Угарову казалось, что Павлик чересчур нажимает на слово «премия». Конечно, деньги пока еще не последняя вещь. Недаром государство платит шахтерам по высокой ставке, уважая тяжелый шахтерский труд.
Но деньги не стоят жизни. Почему-то обидно было думать, что все эти люди полезли в шахту только ради большой деньги. Особенно те, на последних скамейках.
После Забазлаева взял слово Саша.
— Басюк,— вызвал он.— Я был сейчас у тебя в забое. Когда смоете, проверь как следует кровлю. Если будет коржить, оббери забой, аккуратно, сам. Понял? Только потом приступайте к креплению.
Бригадир проходчиков Басюк, молодой, синеглазый шахтер, слушал напряженно, сощурясь, покусывая соломинку. На руке его с изуродованным ногтем было наколото — «Витя».
Из нарядной вышли вместе — Величкин, Забазлаев и Угаров. Саша был взволнован. На востоке кровля бунит, говорил он. Он слышал это сам. Только что. Своими ушами. Он простукивал ее, как врач. Вместо звона получался глухой притуплённый стук.
Павлик говорил, что Саше просто показалось.
— Я же просил тебя: не тревожь людей попусту.

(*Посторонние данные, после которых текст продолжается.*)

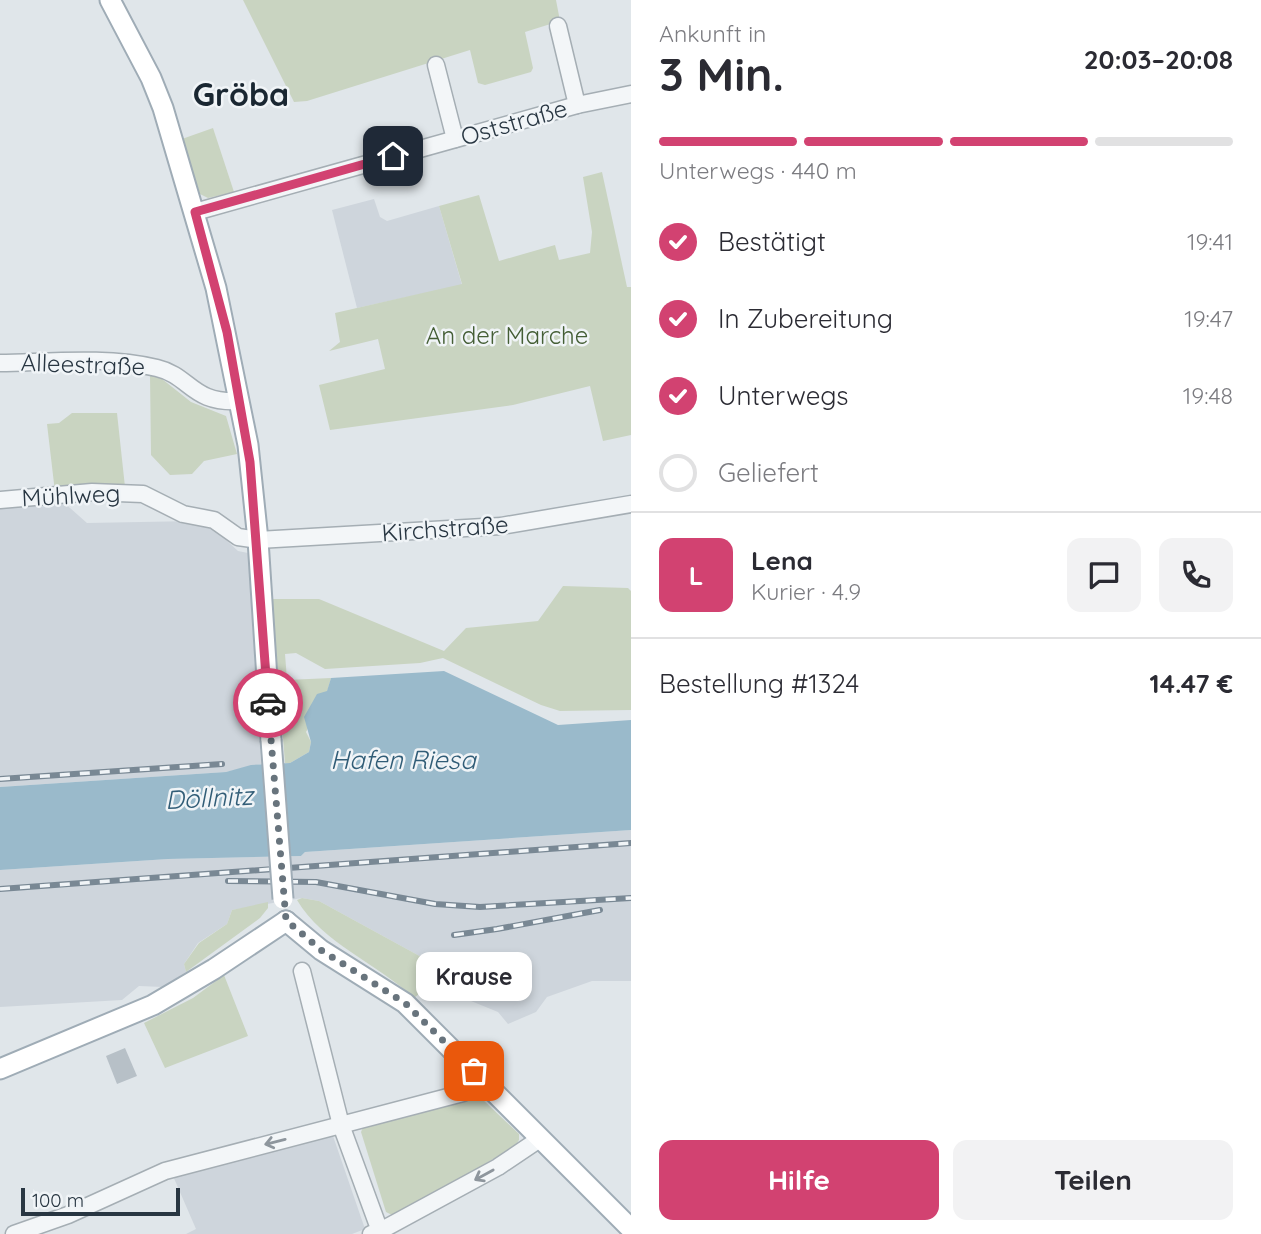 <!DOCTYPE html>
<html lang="de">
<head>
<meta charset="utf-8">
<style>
  body { margin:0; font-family:Quicksand,sans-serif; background:#f2f2f3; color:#2b2b33; height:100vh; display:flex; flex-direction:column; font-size:26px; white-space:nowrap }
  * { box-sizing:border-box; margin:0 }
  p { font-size:23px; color:#7c7c81 }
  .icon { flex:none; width:38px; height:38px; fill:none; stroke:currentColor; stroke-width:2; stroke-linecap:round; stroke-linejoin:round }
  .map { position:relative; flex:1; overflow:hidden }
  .side { display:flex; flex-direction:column; background:#fff; width:630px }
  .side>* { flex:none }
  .scale { position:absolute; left:21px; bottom:18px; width:159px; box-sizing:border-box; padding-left:7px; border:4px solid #283642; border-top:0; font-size:19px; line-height:24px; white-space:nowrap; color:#283642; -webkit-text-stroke:5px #f0f4f7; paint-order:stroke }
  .pin { position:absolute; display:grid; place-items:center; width:60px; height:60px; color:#fff; margin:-30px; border-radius:14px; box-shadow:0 4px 10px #0006 }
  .courier { position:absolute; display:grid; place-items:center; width:70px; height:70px; margin:-35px; border:5px solid #d24271; border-radius:50%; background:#fff; color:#222; box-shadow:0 2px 9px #0007 }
  .bubble { position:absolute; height:49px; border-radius:14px; background:#fff; box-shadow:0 4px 10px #0003; font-size:23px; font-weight:800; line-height:49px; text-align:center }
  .head em { font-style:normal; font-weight:800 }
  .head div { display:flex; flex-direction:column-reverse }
  .head { display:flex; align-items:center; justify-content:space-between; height:119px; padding:0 28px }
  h1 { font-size:46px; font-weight:800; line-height:52px }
  .bar { display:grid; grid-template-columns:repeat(4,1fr); gap:10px 7px; align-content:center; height:84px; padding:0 28px }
  .bar i { height:9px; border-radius:5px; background:#e1e1e2 }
  .bar .active { background:#d24271 }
  .bar p { grid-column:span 4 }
  .line { display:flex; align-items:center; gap:18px; padding:0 28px; border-top:2px solid #e1e1e2 }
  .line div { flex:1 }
  .round { display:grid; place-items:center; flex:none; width:74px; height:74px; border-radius:14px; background:#f2f2f3 }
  ol { padding:0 28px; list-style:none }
  li { display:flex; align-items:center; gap:21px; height:77px }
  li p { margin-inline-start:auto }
  li .icon { padding:7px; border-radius:50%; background:#d24271; color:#fff; stroke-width:4 }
  li:last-child { color:#7c7c81 }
  li i { width:38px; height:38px; border:4px solid #e1e1e2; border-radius:50% }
  .cta { display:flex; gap:14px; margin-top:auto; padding:14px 28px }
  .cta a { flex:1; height:80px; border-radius:14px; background:#d24271; color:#fff; font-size:28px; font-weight:800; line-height:80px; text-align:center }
  .cta a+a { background:#f2f2f3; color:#2b2b33 }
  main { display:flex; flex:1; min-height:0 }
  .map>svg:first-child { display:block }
  .built { fill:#ced5dc }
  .green { fill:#c9d4c1 }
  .water { fill:#9abacb }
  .building { fill:#b7c0c7 }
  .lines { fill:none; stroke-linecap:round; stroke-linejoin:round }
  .minor-casing { stroke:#a5aeb4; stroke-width:19 }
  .major-casing { stroke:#9facb6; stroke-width:23 }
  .minor { stroke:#f3f6f8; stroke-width:16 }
  .major { stroke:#fff; stroke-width:19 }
  .rail-casing { stroke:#798894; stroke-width:6 }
  .rail { stroke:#f0f4f7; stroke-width:3.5; stroke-dasharray:10; stroke-linecap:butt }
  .major-bridge-casing { stroke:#9facb6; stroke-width:23; stroke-linecap:butt }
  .major-bridge { stroke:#fff; stroke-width:19 }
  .oneway { stroke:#8e969d }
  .done { stroke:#68747d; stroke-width:7; stroke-dasharray:0 12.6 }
  .route { stroke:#d24271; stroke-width:9 }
  .labels { text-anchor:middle; stroke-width:5; stroke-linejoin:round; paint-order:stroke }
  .street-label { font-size:24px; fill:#283642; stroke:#f0f4f7 }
  .park-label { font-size:24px; fill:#445e35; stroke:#f0f4f7 }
  .water-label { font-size:26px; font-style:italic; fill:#315d77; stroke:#f0f4f7 }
  .district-label { font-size:32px; font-weight:bold; fill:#1a2732; stroke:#f0f4f7 }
</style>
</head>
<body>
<main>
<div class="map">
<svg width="631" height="1234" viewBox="0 0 631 1234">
  <rect width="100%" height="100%" fill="#e0e6ea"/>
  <g class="built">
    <polygon points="374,199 380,217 387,221 439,206 462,285 357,308 332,210"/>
    <polygon points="61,500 87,523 195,521 209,524 238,551 248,553 261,764 226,772 0,787 0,504"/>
    <polygon points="631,830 631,981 592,981 547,997 536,1012 508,1024 498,1012 471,1001 447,971 319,901 302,898 232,910 227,924 198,943 184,964 186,972 163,987 139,986 122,1000 0,1007 0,870 168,859 301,856 305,852"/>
    <polygon points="333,1136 365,1229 352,1234 186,1234 196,1229 173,1176"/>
  </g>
  <g class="green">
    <polygon points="243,0 556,0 560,21 525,32 533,68 531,72 485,85 478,83 470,50 307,101 294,102"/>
    <polygon points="213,128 234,192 208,198 200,194 182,139"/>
    <polygon points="602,172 627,287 631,287 631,435 603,441 590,386 513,405 330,430 319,385 385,369 378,339 329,351 340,342 335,313 462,284 439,206 479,195 499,261 555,245 559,260 590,253 592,232 583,177"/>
    <polygon points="150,375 162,379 191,402 226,416 237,454 204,461 192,474 170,475 151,455"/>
    <polygon points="72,413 117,413 125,487 55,492 47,424 59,423"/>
    <polygon points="563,586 628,588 631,591 631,710 560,711 541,705 443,658 420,663 325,669 296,653 285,654 287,680 331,678 327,692 306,732 311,742 309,752 290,763 285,763 272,599 319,599 444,651 466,628 538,621"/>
    <path d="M302 898 319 901 447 971 414 998C377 963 322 943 297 900Z"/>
    <polygon points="268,902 268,908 260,918 186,972 184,964 199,943 227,924 232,910"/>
    <polygon points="224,975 248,1036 165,1068 144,1023 193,998"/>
    <polygon points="480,1097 519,1134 519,1140 515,1146 396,1217 386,1212 361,1132 364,1125"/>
  </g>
  <polygon class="water" points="444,671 558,725 631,720 631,830 305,852 301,856 168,859 0,870 0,787 226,772 251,765 290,763 309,752 311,742 304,717 317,694 327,691 331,678"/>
  <polygon class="building" points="125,1048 137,1076 117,1084 106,1056"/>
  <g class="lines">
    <defs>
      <g id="minor">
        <polyline points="558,26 577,105"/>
        <polyline points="436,65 455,139"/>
        <polyline points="195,212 577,105 631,94"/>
        <path d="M0 363C51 362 107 356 157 368 191 376 191 404 240 401"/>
        <polyline points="0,500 92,492 143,494 183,514 214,520 238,537 258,540 501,526 631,504"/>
        <polyline points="302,971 341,1125 381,1234"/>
        <polyline points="14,1234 68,1215 165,1171 463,1093 486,1083"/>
        <polyline points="371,1234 380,1231 498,1167 541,1138"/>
      </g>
      <g id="major">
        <polyline points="110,0 151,78 163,108 216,288 248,445 258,540 271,740"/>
        <polyline points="286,921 321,950 405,1003 631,1229"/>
        <polyline points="0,1069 153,1005 214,969 286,921"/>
      </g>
    </defs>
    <use href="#minor" class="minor-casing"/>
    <use href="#major" class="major-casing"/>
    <use href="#minor" class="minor"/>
    <use href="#major" class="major"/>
    <defs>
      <g id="rail">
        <polyline points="0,779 222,764"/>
        <polyline points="228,881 316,882 435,904 480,907 631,898"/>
        <polyline points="0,889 631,843"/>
        <polyline points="454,935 497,929 600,910"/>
      </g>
    </defs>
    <use href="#rail" class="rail-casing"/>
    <use href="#rail" class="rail"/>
    <defs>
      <polyline id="major-bridge" points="271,740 283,899"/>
    </defs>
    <use href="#major-bridge" class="major-bridge-casing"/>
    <use href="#major-bridge" class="major-bridge"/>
  </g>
  <defs><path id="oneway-shaft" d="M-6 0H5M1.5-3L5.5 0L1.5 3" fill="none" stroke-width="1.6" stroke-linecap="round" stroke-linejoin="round" transform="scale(1.75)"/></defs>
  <g class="oneway">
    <use href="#oneway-shaft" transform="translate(275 1142) rotate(166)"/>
    <use href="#oneway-shaft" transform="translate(484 1175) rotate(151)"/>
  </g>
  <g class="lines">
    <polyline class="done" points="268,703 286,920 321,950 405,1003 474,1071"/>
    <polyline class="route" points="268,703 250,462 227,332 195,212 393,156"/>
  </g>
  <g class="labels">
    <g class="street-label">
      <text transform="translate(514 123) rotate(-16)" y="8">Oststraße</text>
      <text transform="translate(83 365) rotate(2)" y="8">Alleestraße</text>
      <text transform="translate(71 496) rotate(-3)" y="8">Mühlweg</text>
      <text transform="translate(445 529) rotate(-4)" y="8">Kirchstraße</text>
    </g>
    <g class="park-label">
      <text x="507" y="344">An der Marche</text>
    </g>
    <g class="water-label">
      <text x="403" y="769">Hafen Riesa</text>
      <text transform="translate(209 798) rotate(-3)" y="9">Döllnitz</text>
    </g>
    <g class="district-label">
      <text x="241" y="106">Gröba</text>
    </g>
  </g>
</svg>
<div class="scale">100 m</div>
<div class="pin" style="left:474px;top:1071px;background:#ea580c"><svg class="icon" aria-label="bag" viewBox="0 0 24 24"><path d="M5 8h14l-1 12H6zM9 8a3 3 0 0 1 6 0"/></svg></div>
<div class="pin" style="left:393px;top:156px;background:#1f2937"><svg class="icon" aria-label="home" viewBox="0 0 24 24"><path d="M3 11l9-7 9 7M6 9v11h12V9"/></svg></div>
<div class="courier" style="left:268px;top:703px"><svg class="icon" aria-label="car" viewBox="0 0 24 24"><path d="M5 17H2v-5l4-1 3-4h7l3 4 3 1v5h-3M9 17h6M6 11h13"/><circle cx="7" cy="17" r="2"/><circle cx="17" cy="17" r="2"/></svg></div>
<div class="bubble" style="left:416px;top:952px;width:116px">Krause</div>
</div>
<section class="side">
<div class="head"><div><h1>3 Min.</h1><p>Ankunft in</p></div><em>20:03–20:08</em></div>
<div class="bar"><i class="active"></i><i class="active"></i><i class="active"></i><i></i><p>Unterwegs · 440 m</p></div>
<ol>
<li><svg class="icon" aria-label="check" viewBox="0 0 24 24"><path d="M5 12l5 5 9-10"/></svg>Bestätigt<p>19:41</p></li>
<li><svg class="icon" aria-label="check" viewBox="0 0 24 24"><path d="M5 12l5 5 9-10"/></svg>In Zubereitung<p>19:47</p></li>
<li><svg class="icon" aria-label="check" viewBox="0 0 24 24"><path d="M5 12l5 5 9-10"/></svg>Unterwegs<p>19:48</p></li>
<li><i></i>Geliefert</li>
</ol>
<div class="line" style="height:126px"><b class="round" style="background:#d24271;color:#fff">L</b><div><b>Lena</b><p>Kurier · 4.9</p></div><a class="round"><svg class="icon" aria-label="chat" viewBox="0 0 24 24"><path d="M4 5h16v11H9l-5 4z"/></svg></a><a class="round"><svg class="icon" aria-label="phone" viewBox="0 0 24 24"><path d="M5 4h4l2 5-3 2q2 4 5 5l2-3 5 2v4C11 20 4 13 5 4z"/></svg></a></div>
<div class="line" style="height:91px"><div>Bestellung #1324</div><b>14.47 €</b></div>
<div class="cta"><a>Hilfe</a><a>Teilen</a></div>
</section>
</main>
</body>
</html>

— Шахтер должен знать все,— сказал Саша.— Во всяком случае все, что знаем мы.
— Зачем? — Забазлаев стоял, спрятав руки в карманы брюк, покачиваясь с носков на пятки.— Чтобы шахтер не работал, а руками подпирал кровлю? Ты-то вылез сейчас из шахты, а ему туда лезть...
— Ладно спорить,— сказал Угаров.— Сдам наряд и пойду в шахту. Сам постучу. Проверю.
— Проверь,— сказал Саша.— Может быть, у меня мираж. Игра воображения. Но я, как главный инженер, обязан...
— Один дрессировщик ушел от жены, а на суде говорил: «Я оставил ей львов».
Павлик часто перебивал собеседника какой-нибудь чепухой. Это означало, что разговор ему надоел.
— Иди ты к черту,— сказал Величкин.
Стах пошел в душевую. Навстречу ему валил народ, уже переодетый для спуска под землю. С самоспасателями через плечо и аккумуляторными лампочками, укрепленными на плоских шахтерских касках. У некоторых лампочки были зажжены и тускло светились в ярком свете дня. Это был непорядок,— их следовало зажигать уже под землей, чтобы они не погасли в шахте до времени. Поэтому, увидев начальника подземного участка, шахтеры гасили их. Прошагал гидромониторщик Данила Колядный, докуривая на ходу папиросу. Колядный — хороший бригадир. На него можно надеяться. А к Басюку надо зайти на всякий случай. Что, если правда корж? Там ребята горячие. Молодежь. Скоростники. Молодым несвойственна осторожность. Может быть, поэтому по статистике большинство увечий и травм в шахтах падает на молодых?
Угаров переоделся в душевой, отведенной для начальства. Здесь было тихо, пусто. Возле кабинок стояли купальные «туфли» — деревянные подметки, каждая примерно сорок пятого размера, с тряпичной перепонкой.